_Try it_.
The output should be all lines of the entries below in which the word "CAMDEN" occurs.

[Saved entries]
▼
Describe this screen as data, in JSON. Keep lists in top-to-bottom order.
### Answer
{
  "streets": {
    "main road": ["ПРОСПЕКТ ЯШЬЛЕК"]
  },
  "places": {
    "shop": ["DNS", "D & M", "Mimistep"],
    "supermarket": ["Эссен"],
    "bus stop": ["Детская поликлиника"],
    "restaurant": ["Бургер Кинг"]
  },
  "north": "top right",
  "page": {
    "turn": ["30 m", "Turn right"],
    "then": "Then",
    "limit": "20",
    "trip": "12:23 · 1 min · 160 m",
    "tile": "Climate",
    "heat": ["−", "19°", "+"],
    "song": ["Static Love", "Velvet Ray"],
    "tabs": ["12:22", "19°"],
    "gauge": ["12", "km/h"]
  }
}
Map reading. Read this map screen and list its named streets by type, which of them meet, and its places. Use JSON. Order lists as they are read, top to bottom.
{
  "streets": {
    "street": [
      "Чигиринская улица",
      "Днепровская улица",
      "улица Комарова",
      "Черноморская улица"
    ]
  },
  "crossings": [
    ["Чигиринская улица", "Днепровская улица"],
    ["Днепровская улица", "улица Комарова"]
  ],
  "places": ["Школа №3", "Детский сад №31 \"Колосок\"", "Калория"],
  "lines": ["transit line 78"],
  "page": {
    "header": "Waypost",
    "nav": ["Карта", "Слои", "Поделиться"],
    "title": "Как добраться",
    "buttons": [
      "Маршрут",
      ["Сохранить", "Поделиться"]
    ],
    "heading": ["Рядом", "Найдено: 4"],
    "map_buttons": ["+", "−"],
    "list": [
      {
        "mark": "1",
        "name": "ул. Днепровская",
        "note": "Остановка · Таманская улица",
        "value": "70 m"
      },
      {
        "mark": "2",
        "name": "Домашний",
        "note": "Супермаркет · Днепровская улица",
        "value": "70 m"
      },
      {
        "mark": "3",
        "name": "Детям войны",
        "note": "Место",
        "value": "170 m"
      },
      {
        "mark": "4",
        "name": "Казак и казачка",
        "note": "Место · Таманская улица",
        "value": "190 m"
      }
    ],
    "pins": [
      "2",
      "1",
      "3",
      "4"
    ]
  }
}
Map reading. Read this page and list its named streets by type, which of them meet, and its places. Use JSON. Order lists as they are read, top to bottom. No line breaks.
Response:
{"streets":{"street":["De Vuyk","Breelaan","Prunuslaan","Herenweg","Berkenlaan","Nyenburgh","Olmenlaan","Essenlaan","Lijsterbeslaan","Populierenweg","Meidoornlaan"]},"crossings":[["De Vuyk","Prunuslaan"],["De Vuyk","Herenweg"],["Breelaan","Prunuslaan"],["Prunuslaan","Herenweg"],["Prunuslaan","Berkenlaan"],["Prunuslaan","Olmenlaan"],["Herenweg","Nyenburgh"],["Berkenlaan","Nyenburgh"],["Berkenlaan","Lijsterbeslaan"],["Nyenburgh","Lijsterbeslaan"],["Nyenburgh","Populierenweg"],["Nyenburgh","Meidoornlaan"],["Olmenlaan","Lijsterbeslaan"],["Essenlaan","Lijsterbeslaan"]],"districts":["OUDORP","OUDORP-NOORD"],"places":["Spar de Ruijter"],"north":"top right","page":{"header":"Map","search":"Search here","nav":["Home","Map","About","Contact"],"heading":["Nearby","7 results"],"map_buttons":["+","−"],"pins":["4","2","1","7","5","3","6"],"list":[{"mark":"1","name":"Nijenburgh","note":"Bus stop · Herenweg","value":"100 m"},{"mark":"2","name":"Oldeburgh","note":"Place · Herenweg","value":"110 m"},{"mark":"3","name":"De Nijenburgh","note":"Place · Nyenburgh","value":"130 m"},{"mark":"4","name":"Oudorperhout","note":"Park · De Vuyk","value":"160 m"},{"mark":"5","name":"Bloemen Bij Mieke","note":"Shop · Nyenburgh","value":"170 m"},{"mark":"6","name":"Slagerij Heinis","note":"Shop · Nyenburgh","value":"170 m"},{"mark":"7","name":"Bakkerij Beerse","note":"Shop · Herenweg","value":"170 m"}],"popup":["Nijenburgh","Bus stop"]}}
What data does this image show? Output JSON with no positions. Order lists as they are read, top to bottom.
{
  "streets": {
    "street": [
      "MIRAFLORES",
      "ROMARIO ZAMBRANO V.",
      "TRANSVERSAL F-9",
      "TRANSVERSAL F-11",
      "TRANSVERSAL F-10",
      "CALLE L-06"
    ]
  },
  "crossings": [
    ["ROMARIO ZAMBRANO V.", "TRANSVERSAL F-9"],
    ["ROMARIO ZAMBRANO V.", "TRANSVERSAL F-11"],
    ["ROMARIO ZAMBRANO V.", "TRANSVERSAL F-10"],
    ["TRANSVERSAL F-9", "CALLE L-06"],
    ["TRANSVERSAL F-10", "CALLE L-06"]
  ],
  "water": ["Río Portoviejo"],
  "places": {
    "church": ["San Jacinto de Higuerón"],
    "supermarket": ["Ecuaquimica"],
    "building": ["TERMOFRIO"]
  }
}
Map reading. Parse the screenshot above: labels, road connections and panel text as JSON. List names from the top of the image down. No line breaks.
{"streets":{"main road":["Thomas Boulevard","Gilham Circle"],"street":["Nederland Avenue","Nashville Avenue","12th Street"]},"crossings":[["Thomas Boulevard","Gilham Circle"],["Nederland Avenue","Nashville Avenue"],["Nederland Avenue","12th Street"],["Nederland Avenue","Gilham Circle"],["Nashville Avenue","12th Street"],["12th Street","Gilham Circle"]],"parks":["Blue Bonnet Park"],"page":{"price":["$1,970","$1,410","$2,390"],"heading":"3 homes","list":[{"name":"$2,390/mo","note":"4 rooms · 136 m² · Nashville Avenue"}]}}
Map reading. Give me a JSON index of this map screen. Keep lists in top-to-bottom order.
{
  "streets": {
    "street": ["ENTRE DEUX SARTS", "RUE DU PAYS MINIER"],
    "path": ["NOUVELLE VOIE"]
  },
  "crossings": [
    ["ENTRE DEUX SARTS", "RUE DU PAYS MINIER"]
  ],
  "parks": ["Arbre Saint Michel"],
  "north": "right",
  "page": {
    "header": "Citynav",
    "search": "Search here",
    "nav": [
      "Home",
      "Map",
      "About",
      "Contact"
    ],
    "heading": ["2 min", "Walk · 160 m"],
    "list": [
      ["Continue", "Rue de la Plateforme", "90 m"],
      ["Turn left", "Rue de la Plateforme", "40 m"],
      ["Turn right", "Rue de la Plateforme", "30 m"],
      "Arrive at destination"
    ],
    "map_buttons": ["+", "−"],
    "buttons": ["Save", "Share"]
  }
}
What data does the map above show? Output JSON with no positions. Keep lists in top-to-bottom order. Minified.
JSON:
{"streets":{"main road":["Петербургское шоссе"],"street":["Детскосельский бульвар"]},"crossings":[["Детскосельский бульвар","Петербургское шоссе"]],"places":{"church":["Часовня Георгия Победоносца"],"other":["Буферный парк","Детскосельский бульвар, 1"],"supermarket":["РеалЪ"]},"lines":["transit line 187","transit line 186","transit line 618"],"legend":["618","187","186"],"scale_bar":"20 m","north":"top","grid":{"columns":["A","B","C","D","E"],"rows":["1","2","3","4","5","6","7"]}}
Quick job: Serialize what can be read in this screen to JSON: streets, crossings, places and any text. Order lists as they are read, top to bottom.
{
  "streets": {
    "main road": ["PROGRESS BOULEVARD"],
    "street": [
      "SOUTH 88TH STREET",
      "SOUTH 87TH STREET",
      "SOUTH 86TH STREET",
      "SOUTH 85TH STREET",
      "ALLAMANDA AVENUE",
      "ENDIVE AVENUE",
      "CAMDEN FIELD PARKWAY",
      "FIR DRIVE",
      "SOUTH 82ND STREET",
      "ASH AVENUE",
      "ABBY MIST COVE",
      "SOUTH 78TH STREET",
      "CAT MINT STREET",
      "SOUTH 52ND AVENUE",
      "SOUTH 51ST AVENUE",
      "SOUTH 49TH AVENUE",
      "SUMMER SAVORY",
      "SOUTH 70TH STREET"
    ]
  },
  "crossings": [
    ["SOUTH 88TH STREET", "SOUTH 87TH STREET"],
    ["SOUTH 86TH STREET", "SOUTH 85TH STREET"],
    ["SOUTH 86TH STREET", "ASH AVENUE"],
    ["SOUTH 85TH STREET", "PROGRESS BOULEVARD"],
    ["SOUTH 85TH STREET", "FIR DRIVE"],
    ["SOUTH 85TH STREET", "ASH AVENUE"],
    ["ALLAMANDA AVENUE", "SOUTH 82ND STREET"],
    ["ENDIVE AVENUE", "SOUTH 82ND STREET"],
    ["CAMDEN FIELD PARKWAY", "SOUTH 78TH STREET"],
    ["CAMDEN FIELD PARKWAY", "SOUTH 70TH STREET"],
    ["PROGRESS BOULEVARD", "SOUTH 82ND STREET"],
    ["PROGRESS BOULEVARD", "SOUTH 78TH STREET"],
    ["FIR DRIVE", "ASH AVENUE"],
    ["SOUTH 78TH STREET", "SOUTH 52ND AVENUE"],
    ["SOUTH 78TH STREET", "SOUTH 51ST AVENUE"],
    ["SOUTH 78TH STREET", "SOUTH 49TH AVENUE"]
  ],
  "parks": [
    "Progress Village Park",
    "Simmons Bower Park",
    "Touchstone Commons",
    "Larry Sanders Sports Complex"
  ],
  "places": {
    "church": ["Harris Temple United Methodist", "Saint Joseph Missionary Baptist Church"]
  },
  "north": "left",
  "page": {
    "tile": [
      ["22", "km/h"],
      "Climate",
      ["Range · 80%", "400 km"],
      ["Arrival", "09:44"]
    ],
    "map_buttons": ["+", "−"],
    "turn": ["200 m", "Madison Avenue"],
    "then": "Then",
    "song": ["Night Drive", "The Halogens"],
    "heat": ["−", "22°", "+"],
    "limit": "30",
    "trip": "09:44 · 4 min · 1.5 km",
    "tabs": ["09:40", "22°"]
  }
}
▲
_Response area_.
      "CAMDEN FIELD PARKWAY",
    ["CAMDEN FIELD PARKWAY", "SOUTH 78TH STREET"],
    ["CAMDEN FIELD PARKWAY", "SOUTH 70TH STREET"],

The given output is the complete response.